A determinarlo è stato un team di ricerca americano guidato da scienziati della Scuola di Medicina dell'Università Statale Wayne di Detroit (Michigan), guidato dalla professoressa Dragana Komnenov del Dipartimento di Medicina Interna. Gli scienziati hanno condotto analisi delle urine di pazienti con COVID-19 e le hanno messe a confronto con quelle di persone sane, rilevando che in quelle dei contagiati erano presenti livelli elevati di specifici biomarcatori associati all'attivazione del sistema immunitario. In altri termini, sono state identificate le “firme biologiche” molecolari indotte dall'invasione virale. Le concentrazioni di queste sostanze erano ancor più elevate nei soggetti con diabete e ipertensione, le principali comorbilità associate alla mortalità per COVID-19.

Attraverso l'analisi delle concentrazioni di questi biomarcatori nelle urine, la professoressa Komnenov e i colleghi sperano di individuare una composizione peculiare in grado di identificare quali sono i pazienti che svilupperanno la forma grave della COVID-19 e quali no, indipendentemente dalle condizioni sottostanti.
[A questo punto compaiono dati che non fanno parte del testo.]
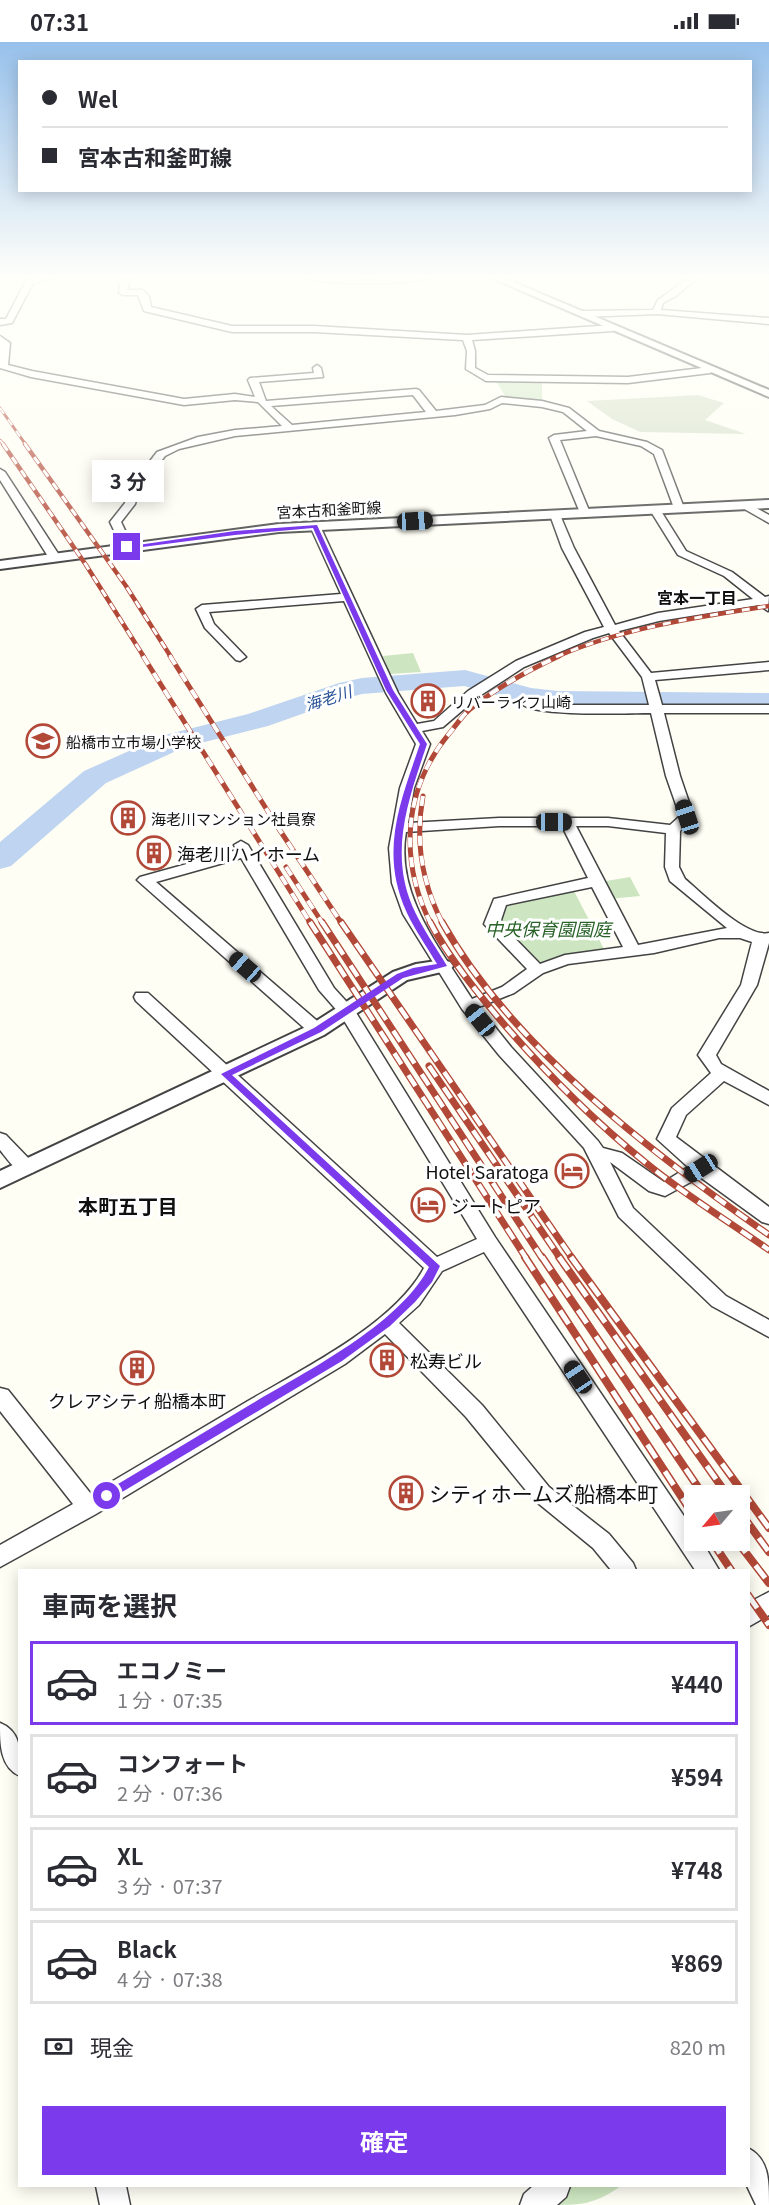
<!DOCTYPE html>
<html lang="ja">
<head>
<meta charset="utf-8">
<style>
	body { margin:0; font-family:Georgia,"Noto Sans JP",serif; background:#f7f7f7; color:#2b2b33; height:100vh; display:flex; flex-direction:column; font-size:22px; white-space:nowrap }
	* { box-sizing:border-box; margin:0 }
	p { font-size:20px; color:#7c7c81 }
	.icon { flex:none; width:33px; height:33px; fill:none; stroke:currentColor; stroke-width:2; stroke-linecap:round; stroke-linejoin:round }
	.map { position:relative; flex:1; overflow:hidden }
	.sheet { position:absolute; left:18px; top:1527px; width:732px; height:618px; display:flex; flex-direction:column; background:#fff; border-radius:0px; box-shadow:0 3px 15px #0003 }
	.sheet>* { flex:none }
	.hud { position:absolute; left:18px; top:18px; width:734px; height:132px; border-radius:0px; box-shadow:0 3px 15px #0003; display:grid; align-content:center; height:132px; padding:0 24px; background:#fff }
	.needle { width:39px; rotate:241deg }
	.tools { position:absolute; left:684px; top:1443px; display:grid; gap:12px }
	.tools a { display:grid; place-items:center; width:66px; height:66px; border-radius:0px; background:#fff; box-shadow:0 3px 15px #0003; font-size:30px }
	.end { position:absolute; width:27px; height:27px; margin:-14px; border:8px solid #7c3aed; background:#fff; box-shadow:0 0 0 3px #fff }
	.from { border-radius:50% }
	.bubble { position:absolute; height:42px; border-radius:0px; background:#fff; box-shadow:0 3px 15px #0003; font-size:20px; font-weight:700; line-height:42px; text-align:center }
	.car { position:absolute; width:18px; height:36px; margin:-18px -9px; border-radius:8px; box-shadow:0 0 4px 2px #0007; background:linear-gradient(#222 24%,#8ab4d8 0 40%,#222 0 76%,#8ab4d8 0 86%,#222 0) }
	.hud b { display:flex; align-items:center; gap:21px; height:57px; font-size:22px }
	.hud b+b { border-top:2px solid #e1e1e2 }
	.hud i { width:15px; height:15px; background:#2b2b33 }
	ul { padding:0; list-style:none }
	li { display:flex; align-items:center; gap:18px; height:84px; margin:0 12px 9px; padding:0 12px; border:3px solid #e1e1e2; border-radius:0px }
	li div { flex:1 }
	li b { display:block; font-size:22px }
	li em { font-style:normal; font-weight:700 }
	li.active { border-color:#7c3aed }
	li>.icon { width:54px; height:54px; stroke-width:1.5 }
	h2 { padding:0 24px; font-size:27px; line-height:72px }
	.pay { display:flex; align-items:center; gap:15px; height:66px; padding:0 24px; font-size:22px }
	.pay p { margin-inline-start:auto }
	.primary-button { display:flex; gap:12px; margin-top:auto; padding:12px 24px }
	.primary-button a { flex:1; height:69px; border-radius:0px; background:#7c3aed; color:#fff; font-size:24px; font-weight:700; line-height:69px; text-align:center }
	.status { display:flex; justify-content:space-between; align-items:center; height:42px; padding:0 30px; background:#fff; direction:ltr }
	.status svg { height:16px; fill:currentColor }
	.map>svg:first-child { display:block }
</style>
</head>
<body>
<div class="status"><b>07:31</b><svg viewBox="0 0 49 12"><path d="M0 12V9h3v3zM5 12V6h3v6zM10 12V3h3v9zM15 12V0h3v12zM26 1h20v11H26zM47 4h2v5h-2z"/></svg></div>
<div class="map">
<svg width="769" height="2163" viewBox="0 0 769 2163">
	<rect width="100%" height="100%" fill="#fefef5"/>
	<path fill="#cde6c1" d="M542,338V360L507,357L496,339Z
		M413,611L421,630L390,632L383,614Z
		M630,835L640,854L609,857L600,840Z
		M573,847L604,907L537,922L497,880L501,862Z
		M571,2144H621C594,2163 581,2163 547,2163L569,2147Z"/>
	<path fill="#d3dfc7" d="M698,353L724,361L705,378L746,392L640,390L612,377L587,359Z"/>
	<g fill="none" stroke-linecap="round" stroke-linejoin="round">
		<path fill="#bfd4f0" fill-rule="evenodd" d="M465,628L531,646L558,649L769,651V667L558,665L529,662L464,644L362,652L347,656L268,684L185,705L106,741L11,824L0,827V800L84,729L165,693L248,672L339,641L362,636Z"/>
		<g stroke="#434343" stroke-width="3">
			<path id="minor" d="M45,234H59L33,241L12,281L0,283V277H6L27,237Z
				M124,234H132L127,248H143L149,255L151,265L232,284H314L467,293L613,283L617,286L613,289L472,298L475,309V326L488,333L628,335L710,325L715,328L710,331L628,341L486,339L466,327L467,309L463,298L314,290H232L144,269L138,253H123L119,251L120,241Z
				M301,234L367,237L433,234C416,244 318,244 301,234Z
				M691,234H699L676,254L663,261L661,268L769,276V282L657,272L582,275L578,272L582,269L653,268L658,258Z
				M0,294L10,301L8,323L32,329L184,357L235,352L255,355L248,338L250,336L314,331L313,326L317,323L321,326L323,335L259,340L266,359L416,347L419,348L436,369L485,363L501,355L542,359L569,366L599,389L647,400L662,408L684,466L679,469L674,466L654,412L641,404L596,394L560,398L590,471L589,473H581L549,396L554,393L587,389L563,370L542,365L502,361L490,367L455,373L235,394L179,407L165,414L152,431L141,439L135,462L121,480L133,505L127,508L123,507L110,480L125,461L131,438L144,427L157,410L198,395L235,388L282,384L258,360L235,358L184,363L31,335L0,326ZM413,353L426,370L292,383L271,364Z
				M0,427L5,430L61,516L59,518L55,519L49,516L0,438Z
				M745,460L769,473V481L741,465V461Z
				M655,465L659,466L686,509L732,530L765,555L769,554L768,569L759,563L659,579L619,589L651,631L769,620V628L655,638L662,663H769V671H664L680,734L694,775L680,789L679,825L685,837C703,852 746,896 769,891V901L757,943L716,1013L721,1022L769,1049V1063L724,1039L686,1073L676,1095L769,1165V1182L762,1180L700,1135L665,1154L649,1149L610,1120L633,1166L726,1254L769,1278V1295L712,1264L619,1175L584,1106L499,1013L462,967L403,872L392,841L389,806L400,746L416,702L386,651L344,559L209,570L214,582L246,615L240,619L236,618L205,586L196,567L202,563L341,552L310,484L315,481L319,482L398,651L417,682L434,679L468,649L516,619L585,590L604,585L562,506L550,473L551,471H559L560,473L574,506L615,583L658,571L753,557L724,534L678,513L650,468ZM609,591L642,635L649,663H571L528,658L522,662C535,675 628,671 651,671L666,734L680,774L670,783L608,776H499L408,781L414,746L430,702L422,689L443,685L478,655L524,625L593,596ZM499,784H562L588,836L494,857L484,882L527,927L502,945L472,957C440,906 395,853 406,790ZM576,784H608L666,791L665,825L670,839L727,886L638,903ZM592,845L623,905L565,913L540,922L500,881L506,863ZM719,896H740L752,900L741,943L698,1013L711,1031L672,1066L657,1097L688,1125L664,1140L622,1111L603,1106L598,1099L511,1005L479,965L514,951L543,931L568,922L654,911Z
				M241,799L248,803L334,946L355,969L495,1195L694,1489V1498H701L719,1528H695L484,1210L442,1229L419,1263L399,1281L482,1363L549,1445L609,1492L633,1521L636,1528H611L593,1506L533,1457L466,1375L385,1292L345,1322L96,1472L0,1525V1503L73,1462L0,1369V1346L8,1348L91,1452C143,1421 196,1390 248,1359C303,1327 394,1282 424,1226L136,959L134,955L136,951H148L437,1215L477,1197L340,972L319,948L241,816L156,840L323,984L325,988L323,992H311L137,838L140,835L237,808L234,803Z
				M0,1091L6,1093L34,1122L36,1126L34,1130C18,1135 9,1119 0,1108Z
				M769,1550V1573L748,1585V1561Z
				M0,1681C23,1690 20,1713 20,1734C0,1725 0,1702 0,1681Z
				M748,2106C769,2117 769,2138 769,2163H756L747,2144Z
				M96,2144H126L130,2163H100Z
				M533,2144H570L566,2155L557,2163H520L524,2152Z"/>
		</g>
		<g stroke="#434343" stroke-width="4">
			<path id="tertiary" d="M487,234H499L769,348V355Z
				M769,458V466L279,490L0,527V519L279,482Z
				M443,918L450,920L453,924L450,928L407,938L324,993L0,1146V1129L310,983L393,930L416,922Z"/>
		</g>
		<use href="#minor" fill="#fff" fill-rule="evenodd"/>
		<use href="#tertiary" fill="#fff" fill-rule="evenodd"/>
		<g stroke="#b24837" stroke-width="3">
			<path id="rail-far4" d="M0,366L26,403
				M0,398L4,403"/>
		</g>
		<g stroke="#b24837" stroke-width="4.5">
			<path id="rail-far3" d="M3,402L86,523L144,615
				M25,402L126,544L171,615
				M556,615C622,586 698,575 769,564"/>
		</g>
		<g stroke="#b24837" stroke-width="5">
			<path id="rail-far2" d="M143,614L311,882
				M170,614L279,787L342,882
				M423,754C415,798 422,842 443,882
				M286,825L323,882
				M431,882C399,819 403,748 448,693C455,685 461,675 469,668C497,645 527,629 559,614"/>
		</g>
		<g stroke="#b24837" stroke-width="7">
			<path id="rail-far1" d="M310,880L526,1216
				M322,880L542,1216
				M341,880L572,1216
				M430,880C449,916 476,949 502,980C546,1031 594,1079 646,1121C685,1153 728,1179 769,1208
				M442,880C512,1005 653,1112 769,1193
				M429,1024L560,1216"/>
		</g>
		<g stroke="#b24837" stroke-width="8">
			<path id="rail" d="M525,1215L694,1474
				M542,1215L704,1454
				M559,1215L728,1454
				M571,1215L769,1486
				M740,1470L769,1510
				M711,1498L731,1528
				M736,1498L769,1541
				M748,1553L769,1583"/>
		</g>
		<use href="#rail-far4" stroke="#fff" stroke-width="2" stroke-dasharray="7" stroke-linecap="butt"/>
		<use href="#rail-far3" stroke="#fff" stroke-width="3" stroke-dasharray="8" stroke-linecap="butt"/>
		<use href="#rail-far2" stroke="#fff" stroke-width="4" stroke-dasharray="10" stroke-linecap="butt"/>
		<use href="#rail-far1" stroke="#fff" stroke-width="4.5" stroke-dasharray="13" stroke-linecap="butt"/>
		<use href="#rail" stroke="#fff" stroke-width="5" stroke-dasharray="16" stroke-linecap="butt"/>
	</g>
	<linearGradient id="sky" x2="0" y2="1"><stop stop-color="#97c1eb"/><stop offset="0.44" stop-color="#fffffa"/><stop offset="1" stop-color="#fffffa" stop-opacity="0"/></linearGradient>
	<rect width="769" height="536" fill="url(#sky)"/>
	<path fill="#7c3aed" d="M317,483L393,648L427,702C408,759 387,814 416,872C425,890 437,907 447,924L403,936L321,990L232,1033L440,1224L432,1240L415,1260L390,1284L342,1319L107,1459L103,1458V1451C153,1421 203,1391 253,1361C307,1329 400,1282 429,1225L221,1032L314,986L397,932L413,926L437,922C427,905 415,888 407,871C379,810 400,761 420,702L386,648L313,486L235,493L127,507L124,505L235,489Z"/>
	<defs>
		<g id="building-ring" transform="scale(1.725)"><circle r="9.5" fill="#fff" stroke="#b24837" stroke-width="1.5"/><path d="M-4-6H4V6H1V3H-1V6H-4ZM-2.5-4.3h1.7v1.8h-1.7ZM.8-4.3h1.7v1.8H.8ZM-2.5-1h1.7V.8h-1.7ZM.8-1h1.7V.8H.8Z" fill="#b24837"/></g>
		<g id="school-ring" transform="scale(1.725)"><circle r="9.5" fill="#fff" stroke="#b24837" stroke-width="1.5"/><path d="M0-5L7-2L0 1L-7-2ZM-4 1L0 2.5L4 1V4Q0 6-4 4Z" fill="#b24837"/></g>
		<g id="hotel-ring" transform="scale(1.725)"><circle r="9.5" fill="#fff" stroke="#b24837" stroke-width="1.5"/><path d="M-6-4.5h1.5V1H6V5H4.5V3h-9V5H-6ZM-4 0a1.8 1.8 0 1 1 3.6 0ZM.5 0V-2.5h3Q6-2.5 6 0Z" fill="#b24837"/></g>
	</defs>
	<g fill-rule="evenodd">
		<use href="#building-ring" x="428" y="659"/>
		<use href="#school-ring" x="43" y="699"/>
		<use href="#building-ring" x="128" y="776"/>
		<use href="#building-ring" x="154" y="811"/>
		<use href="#hotel-ring" x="572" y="1129"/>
		<use href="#hotel-ring" x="428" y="1163"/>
		<use href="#building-ring" x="387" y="1318"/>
		<use href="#building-ring" x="137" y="1326"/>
		<use href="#building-ring" x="406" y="1451"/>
	</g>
	<g text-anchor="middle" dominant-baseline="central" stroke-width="6" stroke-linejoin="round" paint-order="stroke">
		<g font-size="15" fill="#101010" stroke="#fff">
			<text transform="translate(329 467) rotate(-3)">宮本古和釜町線</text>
		</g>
		<g font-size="15" fill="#101010" stroke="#fff" text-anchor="start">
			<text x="451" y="659">リバーライフ山崎</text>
			<text x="66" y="699">船橋市立市場小学校</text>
			<text x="151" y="776">海老川マンション社員寮</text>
		</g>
		<g font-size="16" font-weight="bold" fill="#101010" stroke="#fff">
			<text x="697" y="555">宮本一丁目</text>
		</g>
		<g font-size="16" font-style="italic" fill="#275095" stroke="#fff">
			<text transform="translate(328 655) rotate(-18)">海老川</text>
		</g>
		<g font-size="18" fill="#101010" stroke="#fff" text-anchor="start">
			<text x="177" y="811">海老川ハイホーム</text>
			<text x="549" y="1129" text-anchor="end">Hotel Saratoga</text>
			<text x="451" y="1163">ジートピア</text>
			<text x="410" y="1318">松寿ビル</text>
			<text x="137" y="1358" text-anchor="middle">クレアシティ船橋本町</text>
		</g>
		<g font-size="18" font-style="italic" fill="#286227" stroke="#fff">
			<text x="548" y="886">中央保育園園庭</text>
		</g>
		<g font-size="20" font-weight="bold" fill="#101010" stroke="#fff">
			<text x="128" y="1163">本町五丁目</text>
		</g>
		<g font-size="21" fill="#101010" stroke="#fff" text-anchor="start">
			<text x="429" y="1451">シティホームズ船橋本町</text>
		</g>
	</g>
</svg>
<div class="tools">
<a><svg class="needle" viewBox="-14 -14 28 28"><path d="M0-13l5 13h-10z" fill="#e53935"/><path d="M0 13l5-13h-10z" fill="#7c7c81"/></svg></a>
</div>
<i class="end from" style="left:107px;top:1454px"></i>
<i class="end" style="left:127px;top:505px"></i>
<div class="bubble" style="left:92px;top:418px;width:72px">3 分</div>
<i class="car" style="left:415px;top:479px;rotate:87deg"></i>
<i class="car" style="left:687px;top:775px;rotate:342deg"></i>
<i class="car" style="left:554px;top:780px;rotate:90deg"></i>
<i class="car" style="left:245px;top:925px;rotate:311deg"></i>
<i class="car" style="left:480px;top:978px;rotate:321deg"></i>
<i class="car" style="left:701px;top:1126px;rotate:238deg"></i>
<i class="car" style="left:578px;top:1335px;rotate:326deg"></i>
<div class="hud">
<b><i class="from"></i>Wel</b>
<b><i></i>宮本古和釜町線</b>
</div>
<section class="sheet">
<h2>車両を選択</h2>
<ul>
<li class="active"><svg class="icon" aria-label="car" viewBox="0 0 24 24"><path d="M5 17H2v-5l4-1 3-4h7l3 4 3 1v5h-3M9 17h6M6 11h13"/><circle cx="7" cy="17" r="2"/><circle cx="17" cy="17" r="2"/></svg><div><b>エコノミー</b><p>1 分 · 07:35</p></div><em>¥440</em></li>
<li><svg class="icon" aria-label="car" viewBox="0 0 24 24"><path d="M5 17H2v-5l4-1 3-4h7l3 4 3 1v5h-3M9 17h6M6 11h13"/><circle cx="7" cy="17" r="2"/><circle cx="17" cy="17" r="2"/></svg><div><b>コンフォート</b><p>2 分 · 07:36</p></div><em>¥594</em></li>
<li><svg class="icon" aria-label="car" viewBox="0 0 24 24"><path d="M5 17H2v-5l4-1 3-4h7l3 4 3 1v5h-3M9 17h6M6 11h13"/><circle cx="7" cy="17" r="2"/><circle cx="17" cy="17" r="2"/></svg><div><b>XL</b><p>3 分 · 07:37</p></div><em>¥748</em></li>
<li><svg class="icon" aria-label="car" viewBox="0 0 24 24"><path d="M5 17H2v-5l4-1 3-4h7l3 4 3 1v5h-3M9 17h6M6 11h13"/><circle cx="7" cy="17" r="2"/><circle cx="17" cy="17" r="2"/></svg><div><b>Black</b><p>4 分 · 07:38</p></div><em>¥869</em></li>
</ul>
<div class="pay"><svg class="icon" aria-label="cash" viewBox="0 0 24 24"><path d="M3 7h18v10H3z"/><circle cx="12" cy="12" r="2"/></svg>現金<p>820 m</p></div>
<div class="primary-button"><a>確定</a></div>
</section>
</div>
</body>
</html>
Nello specifico, i ricercatori puntano a individuare in anticipo i pazienti che vanno incontro al rischio della cosiddetta “tempesta di citochine”, una risposta esagerata del sistema immunitario che può essere più pericolosa dell'infezione stessa. Si tratta infatti di una complicazione che può portare all'accumulo di liquido infiammatorio nei polmoni e innescare la sindrome da distress respiratorio acuto o ARDS, un'insufficienza polmonare grave che porta all'intubazione in terapia intensiva. Spesso i pazienti che sviluppano l'ARDS perdono la vita (una nuova terapia sperimentale testata su modelli murini è stata in grado di prevenirla).

L'esame delle urine è una procedura non invasiva (a differenza di prelievi di sangue) e potrebbe diventare uno screening rapido e standardizzato per tutti i pazienti che contraggono la COVID-19, ma per confermare l'effettiva validità del test saranno necessari ulteriori studi. I dettagli della ricerca “Urine cytokines as biomarkers in COVID-19 patients” saranno presentati durante il meeting annuale della American Physiological Society's (APS) che si terrà in forma virtuale – proprio a causa dell'emergenza coronavirus – durante l'Experimental Biology 2021.